## YOUR OBJECTIVE
Transcribe word for word the section of the records below that opens with the line containing "Instruction: Dump the" and closes with the line containing "Instruction: Give me"; drop every picture.

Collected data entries
*-*-*
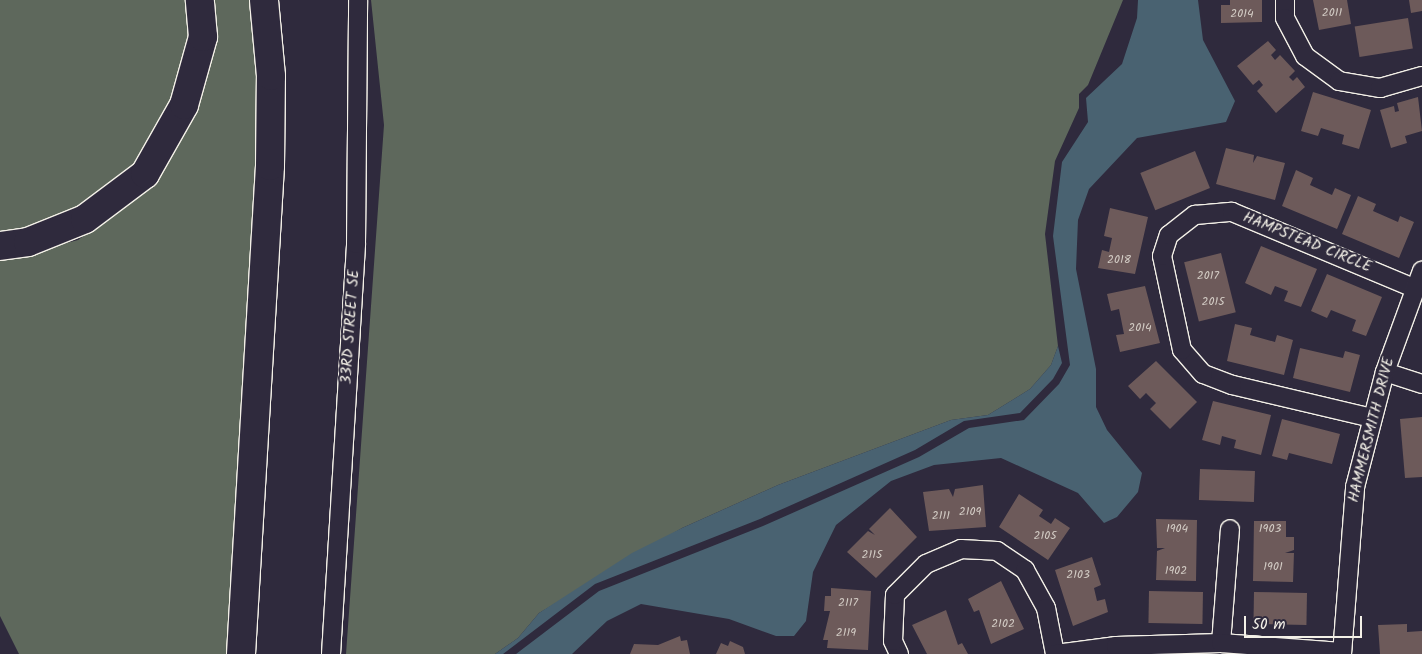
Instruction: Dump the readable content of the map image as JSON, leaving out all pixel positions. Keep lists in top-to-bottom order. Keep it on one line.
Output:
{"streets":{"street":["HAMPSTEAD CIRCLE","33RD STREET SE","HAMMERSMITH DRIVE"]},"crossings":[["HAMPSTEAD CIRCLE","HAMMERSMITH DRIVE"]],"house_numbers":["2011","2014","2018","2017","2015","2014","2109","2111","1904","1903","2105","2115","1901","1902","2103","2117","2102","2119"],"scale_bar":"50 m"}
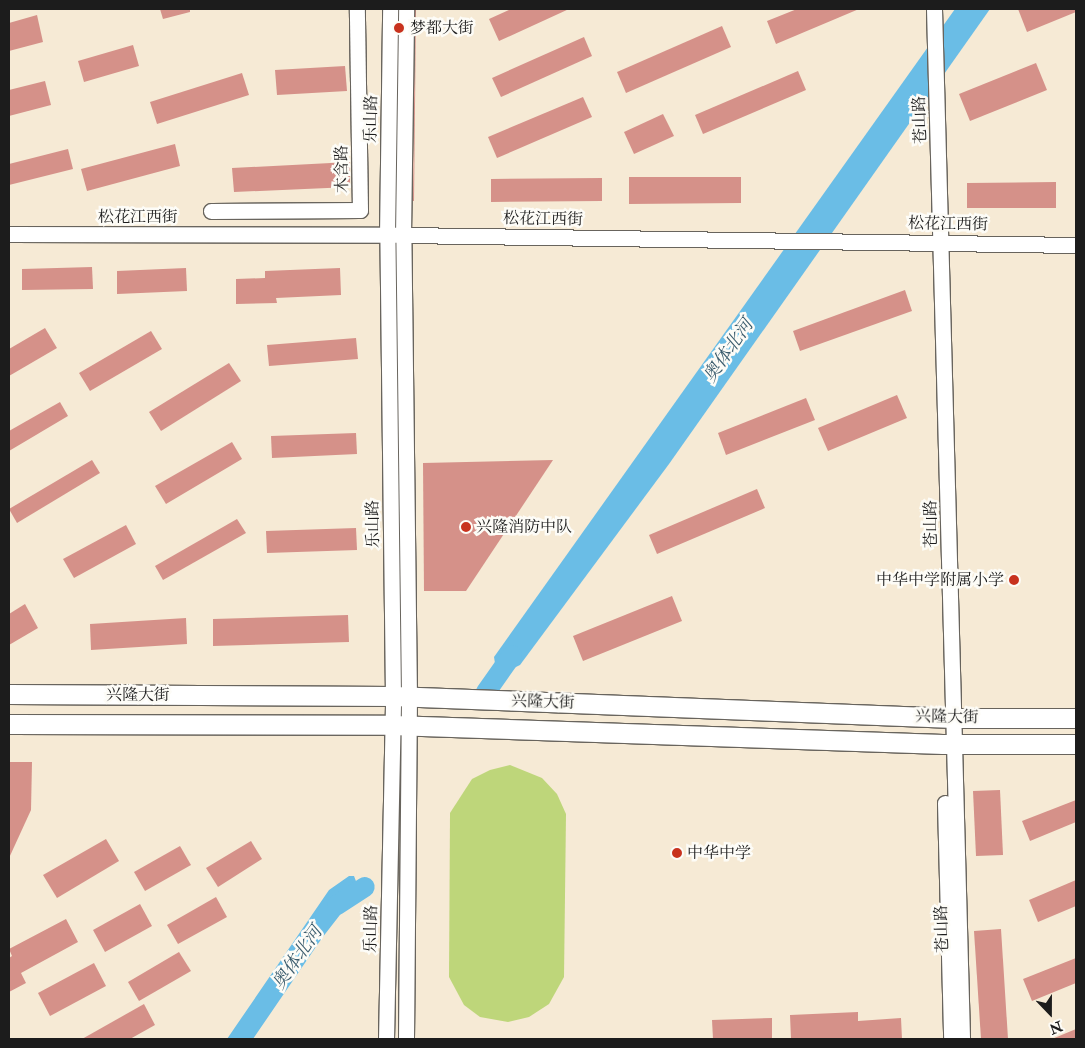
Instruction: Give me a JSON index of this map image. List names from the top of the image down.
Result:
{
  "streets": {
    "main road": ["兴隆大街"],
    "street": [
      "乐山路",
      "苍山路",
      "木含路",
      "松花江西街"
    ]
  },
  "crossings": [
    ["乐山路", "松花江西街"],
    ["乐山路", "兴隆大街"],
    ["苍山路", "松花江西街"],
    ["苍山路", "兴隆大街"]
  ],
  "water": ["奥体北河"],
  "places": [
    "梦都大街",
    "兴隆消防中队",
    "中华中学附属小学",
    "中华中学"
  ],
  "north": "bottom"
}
*-*-*
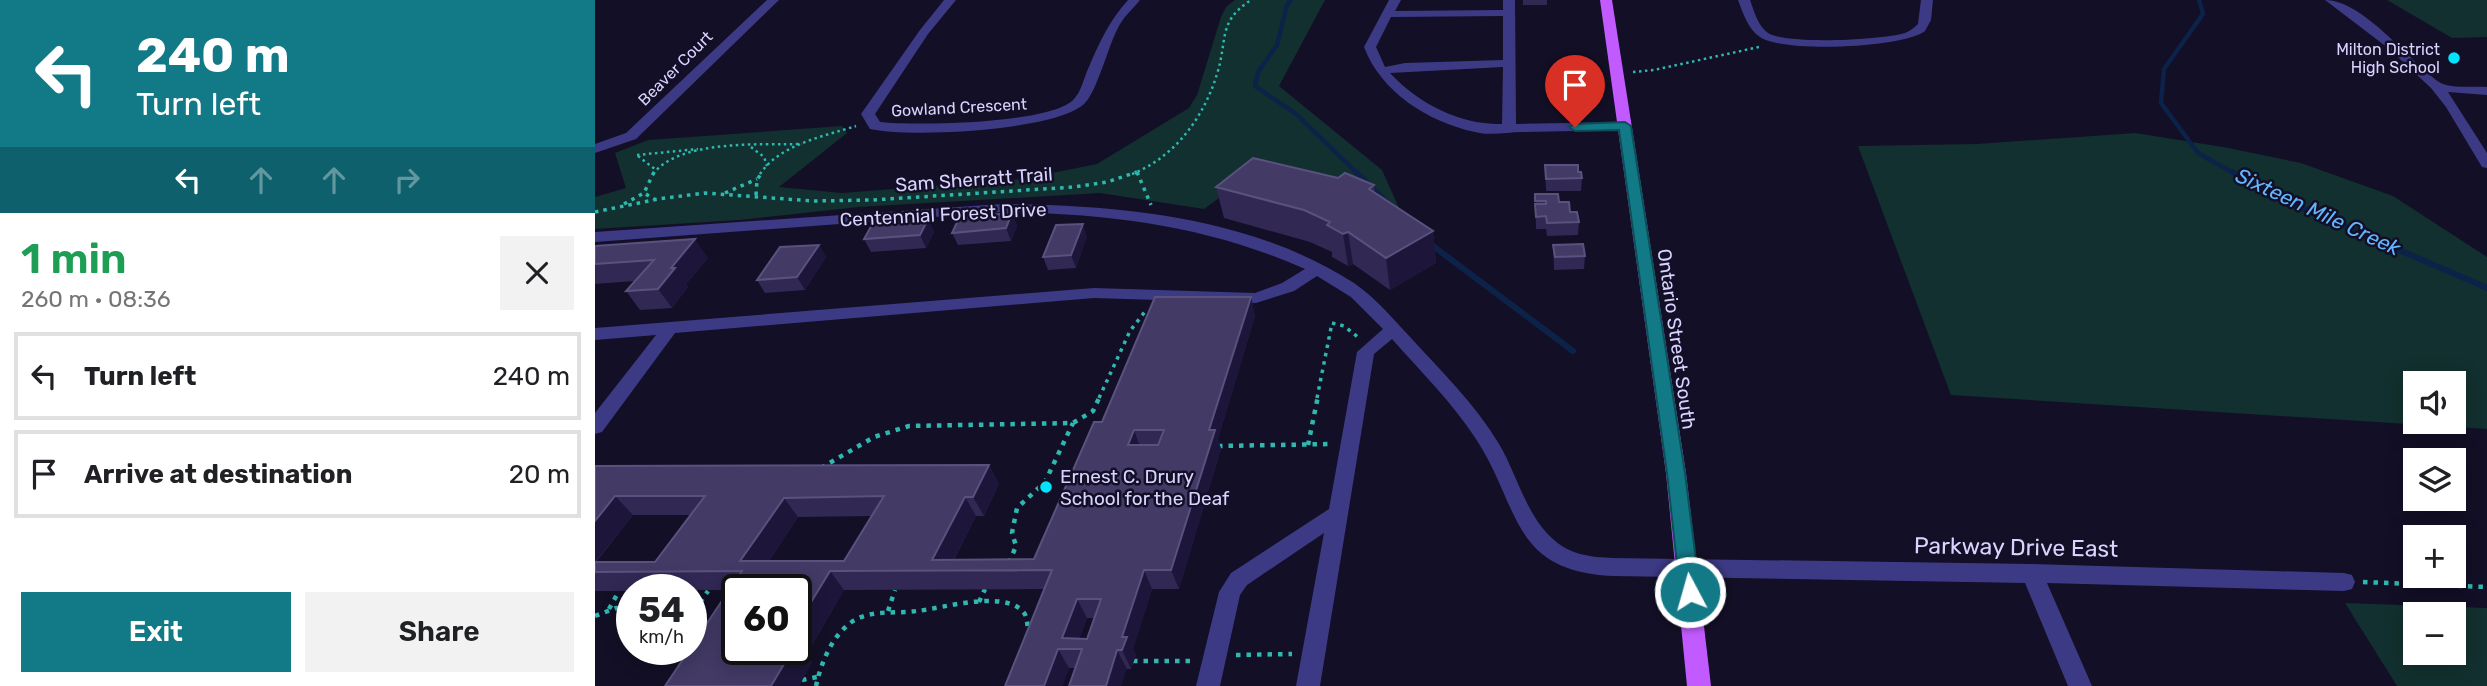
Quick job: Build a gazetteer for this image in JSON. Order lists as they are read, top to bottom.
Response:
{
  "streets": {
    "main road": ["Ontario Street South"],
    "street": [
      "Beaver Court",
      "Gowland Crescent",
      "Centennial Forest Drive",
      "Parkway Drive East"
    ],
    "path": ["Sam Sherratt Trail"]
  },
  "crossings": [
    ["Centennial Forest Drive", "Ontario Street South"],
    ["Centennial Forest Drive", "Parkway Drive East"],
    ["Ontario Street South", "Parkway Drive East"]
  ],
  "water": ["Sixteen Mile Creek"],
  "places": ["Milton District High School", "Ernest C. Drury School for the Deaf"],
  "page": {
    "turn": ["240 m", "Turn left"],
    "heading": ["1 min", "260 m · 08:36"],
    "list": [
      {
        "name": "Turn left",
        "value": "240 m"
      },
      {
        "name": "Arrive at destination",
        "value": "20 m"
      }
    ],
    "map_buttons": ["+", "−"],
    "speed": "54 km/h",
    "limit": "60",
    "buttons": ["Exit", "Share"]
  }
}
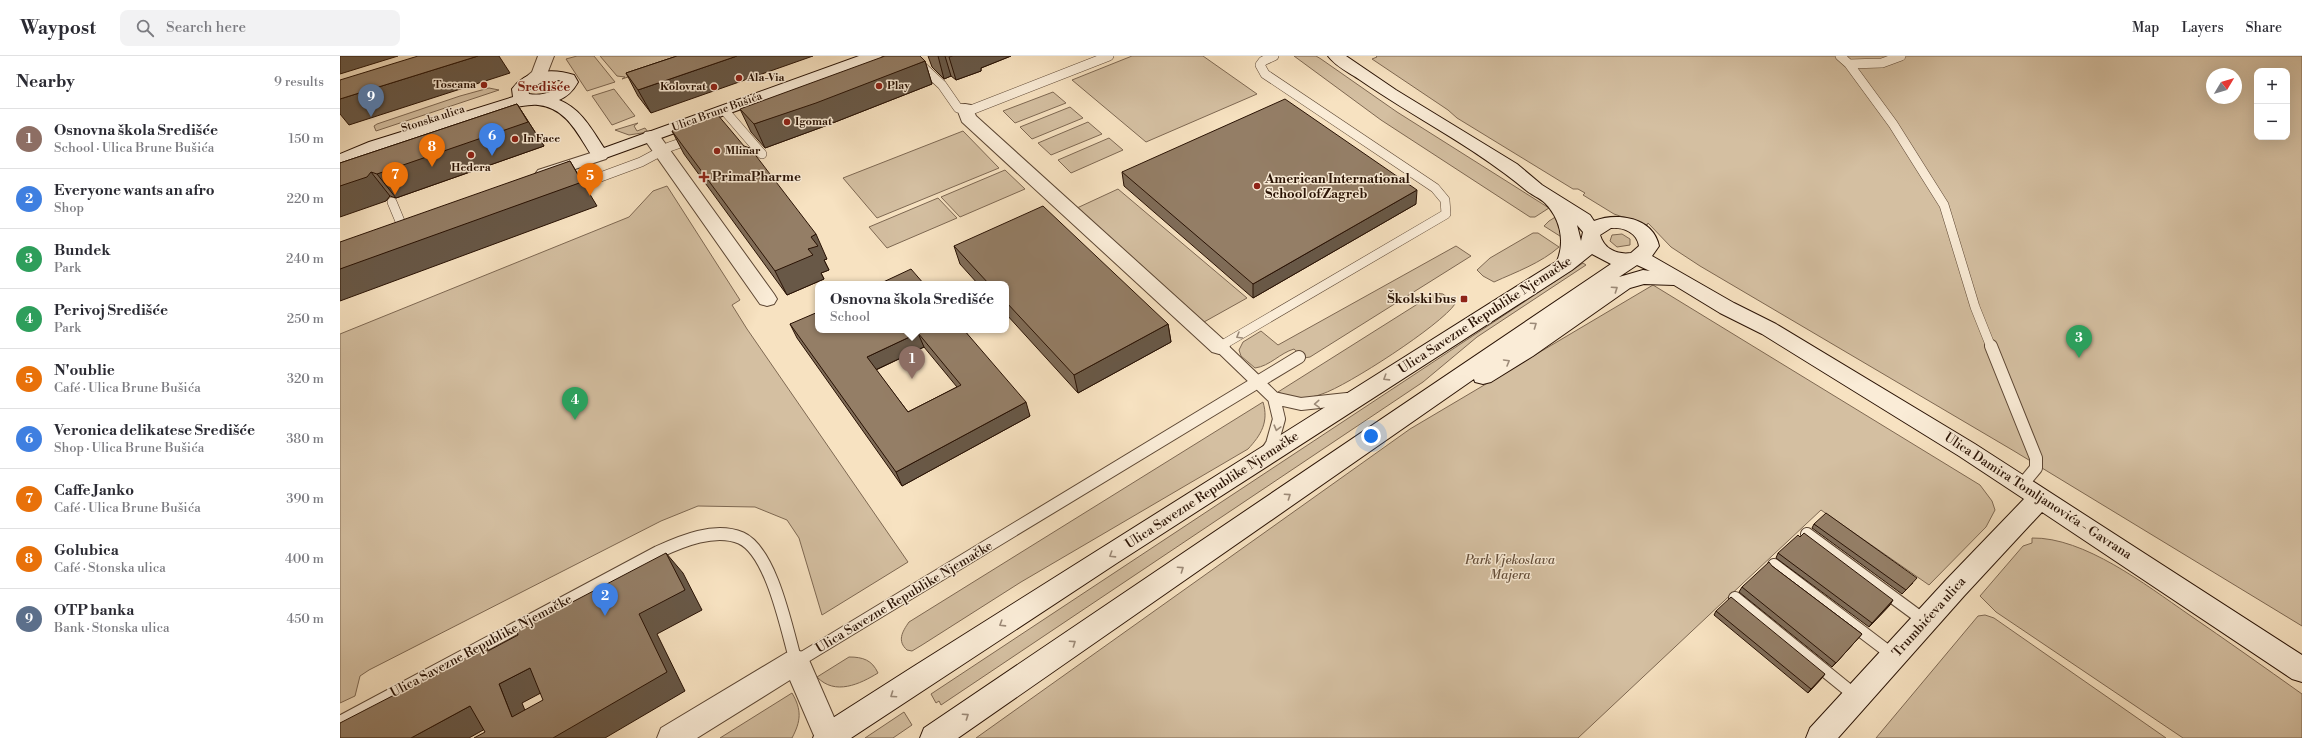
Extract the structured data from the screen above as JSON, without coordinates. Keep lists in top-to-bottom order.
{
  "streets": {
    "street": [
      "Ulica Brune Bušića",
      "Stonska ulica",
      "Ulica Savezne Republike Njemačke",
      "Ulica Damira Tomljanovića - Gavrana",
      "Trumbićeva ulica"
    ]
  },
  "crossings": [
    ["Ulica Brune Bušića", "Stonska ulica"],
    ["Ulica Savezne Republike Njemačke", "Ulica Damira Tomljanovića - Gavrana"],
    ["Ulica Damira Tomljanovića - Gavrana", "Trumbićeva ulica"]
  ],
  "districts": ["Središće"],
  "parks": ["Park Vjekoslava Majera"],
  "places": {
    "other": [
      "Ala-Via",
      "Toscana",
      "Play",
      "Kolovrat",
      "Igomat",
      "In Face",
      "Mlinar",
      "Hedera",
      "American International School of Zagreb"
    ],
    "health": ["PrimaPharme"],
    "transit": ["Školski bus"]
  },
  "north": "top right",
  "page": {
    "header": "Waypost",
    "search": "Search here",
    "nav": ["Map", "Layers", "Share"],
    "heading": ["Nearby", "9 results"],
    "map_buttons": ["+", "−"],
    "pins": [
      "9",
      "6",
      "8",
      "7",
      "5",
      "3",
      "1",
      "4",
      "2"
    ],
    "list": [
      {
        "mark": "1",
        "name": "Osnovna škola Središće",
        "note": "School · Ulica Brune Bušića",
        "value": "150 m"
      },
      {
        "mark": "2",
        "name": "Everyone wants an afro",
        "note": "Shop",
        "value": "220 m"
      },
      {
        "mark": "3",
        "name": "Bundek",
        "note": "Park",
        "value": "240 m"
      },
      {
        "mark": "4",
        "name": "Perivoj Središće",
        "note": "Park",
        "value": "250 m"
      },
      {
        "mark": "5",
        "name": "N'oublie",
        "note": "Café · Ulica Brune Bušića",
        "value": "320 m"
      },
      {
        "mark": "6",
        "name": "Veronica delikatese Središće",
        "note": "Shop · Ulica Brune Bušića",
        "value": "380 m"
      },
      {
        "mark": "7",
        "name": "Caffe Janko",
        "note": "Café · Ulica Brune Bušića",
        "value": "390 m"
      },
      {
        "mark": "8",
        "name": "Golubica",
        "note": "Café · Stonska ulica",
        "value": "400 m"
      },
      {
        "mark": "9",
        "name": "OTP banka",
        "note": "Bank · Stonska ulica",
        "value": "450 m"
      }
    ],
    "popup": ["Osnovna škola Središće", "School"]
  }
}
*-*-*
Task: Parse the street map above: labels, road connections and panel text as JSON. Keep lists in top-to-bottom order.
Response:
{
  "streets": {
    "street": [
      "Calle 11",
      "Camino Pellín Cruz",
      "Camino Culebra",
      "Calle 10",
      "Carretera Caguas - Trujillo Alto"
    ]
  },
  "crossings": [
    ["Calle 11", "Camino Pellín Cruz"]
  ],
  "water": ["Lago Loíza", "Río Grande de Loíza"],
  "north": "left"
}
*-*-*
## RESULT OF THIS TASK
Instruction: Dump the readable content of the map image as JSON, leaving out all pixel positions. Keep lists in top-to-bottom order. Keep it on one line.
Output:
{"streets":{"street":["HAMPSTEAD CIRCLE","33RD STREET SE","HAMMERSMITH DRIVE"]},"crossings":[["HAMPSTEAD CIRCLE","HAMMERSMITH DRIVE"]],"house_numbers":["2011","2014","2018","2017","2015","2014","2109","2111","1904","1903","2105","2115","1901","1902","2103","2117","2102","2119"],"scale_bar":"50 m"}
Instruction: Give me a JSON index of this map image. List names from the top of the image down.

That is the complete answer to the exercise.